## [Task item]
Every line with the word "Instruction" in it should be extracted from the data that follows.

[Records from a data collection]
※ ※ ※
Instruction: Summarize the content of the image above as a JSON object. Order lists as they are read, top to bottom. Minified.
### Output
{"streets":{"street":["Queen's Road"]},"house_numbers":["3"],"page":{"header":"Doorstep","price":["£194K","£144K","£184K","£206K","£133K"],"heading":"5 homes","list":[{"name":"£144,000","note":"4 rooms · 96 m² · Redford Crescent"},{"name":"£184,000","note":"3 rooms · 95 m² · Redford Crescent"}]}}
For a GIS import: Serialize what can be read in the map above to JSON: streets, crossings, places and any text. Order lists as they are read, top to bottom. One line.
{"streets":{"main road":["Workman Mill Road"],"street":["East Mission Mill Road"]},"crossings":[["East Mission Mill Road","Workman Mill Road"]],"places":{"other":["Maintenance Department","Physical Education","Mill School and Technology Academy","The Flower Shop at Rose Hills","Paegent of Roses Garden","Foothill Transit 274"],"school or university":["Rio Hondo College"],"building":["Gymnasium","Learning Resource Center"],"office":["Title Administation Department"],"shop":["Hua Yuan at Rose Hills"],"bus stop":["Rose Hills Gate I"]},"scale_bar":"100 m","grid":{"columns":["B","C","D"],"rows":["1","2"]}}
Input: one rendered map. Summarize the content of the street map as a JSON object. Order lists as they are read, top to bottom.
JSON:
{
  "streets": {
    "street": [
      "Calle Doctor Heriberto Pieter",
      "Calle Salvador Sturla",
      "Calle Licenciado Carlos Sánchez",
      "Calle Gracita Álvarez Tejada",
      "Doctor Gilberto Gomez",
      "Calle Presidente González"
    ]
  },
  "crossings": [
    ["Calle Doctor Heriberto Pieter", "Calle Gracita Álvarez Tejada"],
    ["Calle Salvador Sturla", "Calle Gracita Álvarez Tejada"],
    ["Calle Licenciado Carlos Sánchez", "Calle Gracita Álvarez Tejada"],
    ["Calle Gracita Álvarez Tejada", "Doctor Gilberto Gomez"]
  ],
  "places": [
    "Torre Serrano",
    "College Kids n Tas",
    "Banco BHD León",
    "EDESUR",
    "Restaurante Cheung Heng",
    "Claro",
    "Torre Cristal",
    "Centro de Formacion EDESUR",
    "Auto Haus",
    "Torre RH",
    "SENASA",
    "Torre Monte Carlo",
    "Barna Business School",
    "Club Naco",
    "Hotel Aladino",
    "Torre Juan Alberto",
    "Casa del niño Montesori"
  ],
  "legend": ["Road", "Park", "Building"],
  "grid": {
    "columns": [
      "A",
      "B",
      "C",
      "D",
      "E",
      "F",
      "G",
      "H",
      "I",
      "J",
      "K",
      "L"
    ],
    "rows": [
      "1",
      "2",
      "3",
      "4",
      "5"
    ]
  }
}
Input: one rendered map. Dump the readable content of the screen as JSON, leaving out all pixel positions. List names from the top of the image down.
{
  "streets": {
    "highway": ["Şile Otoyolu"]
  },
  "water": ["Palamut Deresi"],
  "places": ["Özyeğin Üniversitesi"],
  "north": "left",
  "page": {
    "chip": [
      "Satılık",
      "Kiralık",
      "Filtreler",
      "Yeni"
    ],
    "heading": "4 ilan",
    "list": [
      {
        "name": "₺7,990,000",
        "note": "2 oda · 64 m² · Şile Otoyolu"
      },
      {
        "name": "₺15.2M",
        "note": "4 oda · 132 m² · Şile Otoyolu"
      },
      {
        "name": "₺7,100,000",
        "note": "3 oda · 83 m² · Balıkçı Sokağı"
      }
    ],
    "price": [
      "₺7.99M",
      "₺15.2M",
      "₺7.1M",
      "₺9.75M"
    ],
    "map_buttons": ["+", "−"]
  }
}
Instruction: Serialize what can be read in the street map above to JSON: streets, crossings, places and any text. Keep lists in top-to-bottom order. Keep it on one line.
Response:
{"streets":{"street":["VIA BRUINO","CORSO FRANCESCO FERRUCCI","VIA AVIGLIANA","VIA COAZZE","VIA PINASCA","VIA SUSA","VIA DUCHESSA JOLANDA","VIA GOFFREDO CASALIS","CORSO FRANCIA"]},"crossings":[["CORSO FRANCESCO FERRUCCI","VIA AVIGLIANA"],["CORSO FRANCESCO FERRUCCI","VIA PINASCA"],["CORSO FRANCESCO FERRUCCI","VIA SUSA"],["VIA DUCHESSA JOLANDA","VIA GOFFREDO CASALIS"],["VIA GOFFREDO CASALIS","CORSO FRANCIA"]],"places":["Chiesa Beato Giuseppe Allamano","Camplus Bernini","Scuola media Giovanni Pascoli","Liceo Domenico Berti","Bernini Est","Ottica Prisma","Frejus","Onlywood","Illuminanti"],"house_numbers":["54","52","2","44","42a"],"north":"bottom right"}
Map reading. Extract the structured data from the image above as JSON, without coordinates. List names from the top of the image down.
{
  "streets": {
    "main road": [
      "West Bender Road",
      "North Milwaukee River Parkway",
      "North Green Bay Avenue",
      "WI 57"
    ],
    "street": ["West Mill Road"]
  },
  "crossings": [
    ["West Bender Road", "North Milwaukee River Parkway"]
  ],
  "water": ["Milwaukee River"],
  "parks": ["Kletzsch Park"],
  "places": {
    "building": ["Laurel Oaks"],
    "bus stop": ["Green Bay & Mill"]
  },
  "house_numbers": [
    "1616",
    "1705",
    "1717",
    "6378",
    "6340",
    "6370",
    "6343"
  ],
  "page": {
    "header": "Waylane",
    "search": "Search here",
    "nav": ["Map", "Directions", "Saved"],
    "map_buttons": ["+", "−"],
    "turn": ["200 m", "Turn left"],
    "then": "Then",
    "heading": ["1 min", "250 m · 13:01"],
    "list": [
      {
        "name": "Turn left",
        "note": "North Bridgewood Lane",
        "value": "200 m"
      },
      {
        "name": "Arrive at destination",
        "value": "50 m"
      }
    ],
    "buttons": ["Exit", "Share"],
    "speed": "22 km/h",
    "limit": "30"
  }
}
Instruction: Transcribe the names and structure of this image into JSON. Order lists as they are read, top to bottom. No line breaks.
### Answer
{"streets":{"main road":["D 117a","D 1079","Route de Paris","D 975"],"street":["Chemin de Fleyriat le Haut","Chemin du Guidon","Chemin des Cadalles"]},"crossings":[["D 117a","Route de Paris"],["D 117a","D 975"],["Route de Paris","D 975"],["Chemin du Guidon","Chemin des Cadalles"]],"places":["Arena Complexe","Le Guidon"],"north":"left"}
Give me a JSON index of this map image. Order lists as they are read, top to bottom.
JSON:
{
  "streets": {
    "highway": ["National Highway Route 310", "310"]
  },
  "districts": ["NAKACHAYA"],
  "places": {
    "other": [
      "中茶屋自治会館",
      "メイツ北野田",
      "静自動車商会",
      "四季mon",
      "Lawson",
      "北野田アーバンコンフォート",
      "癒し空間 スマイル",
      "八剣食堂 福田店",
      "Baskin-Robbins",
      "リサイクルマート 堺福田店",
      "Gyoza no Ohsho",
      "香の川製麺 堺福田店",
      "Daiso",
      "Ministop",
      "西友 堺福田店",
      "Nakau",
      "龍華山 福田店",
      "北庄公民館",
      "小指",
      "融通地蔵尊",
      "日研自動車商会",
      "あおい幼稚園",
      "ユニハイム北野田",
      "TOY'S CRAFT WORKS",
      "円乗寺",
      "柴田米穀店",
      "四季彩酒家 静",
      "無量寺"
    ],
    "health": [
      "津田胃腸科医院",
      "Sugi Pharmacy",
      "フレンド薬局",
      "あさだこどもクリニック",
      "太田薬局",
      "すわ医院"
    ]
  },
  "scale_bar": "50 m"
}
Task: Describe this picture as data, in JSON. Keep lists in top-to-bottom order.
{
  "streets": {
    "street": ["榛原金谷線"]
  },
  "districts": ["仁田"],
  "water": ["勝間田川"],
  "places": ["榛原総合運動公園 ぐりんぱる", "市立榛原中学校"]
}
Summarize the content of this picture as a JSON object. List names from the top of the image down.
※ ※ ※
## [Problem solution]
Instruction: Summarize the content of the image above as a JSON object. Order lists as they are read, top to bottom. Minified.
Instruction: Serialize what can be read in the street map above to JSON: streets, crossings, places and any text. Keep lists in top-to-bottom order. Keep it on one line.
Instruction: Transcribe the names and structure of this image into JSON. Order lists as they are read, top to bottom. No line breaks.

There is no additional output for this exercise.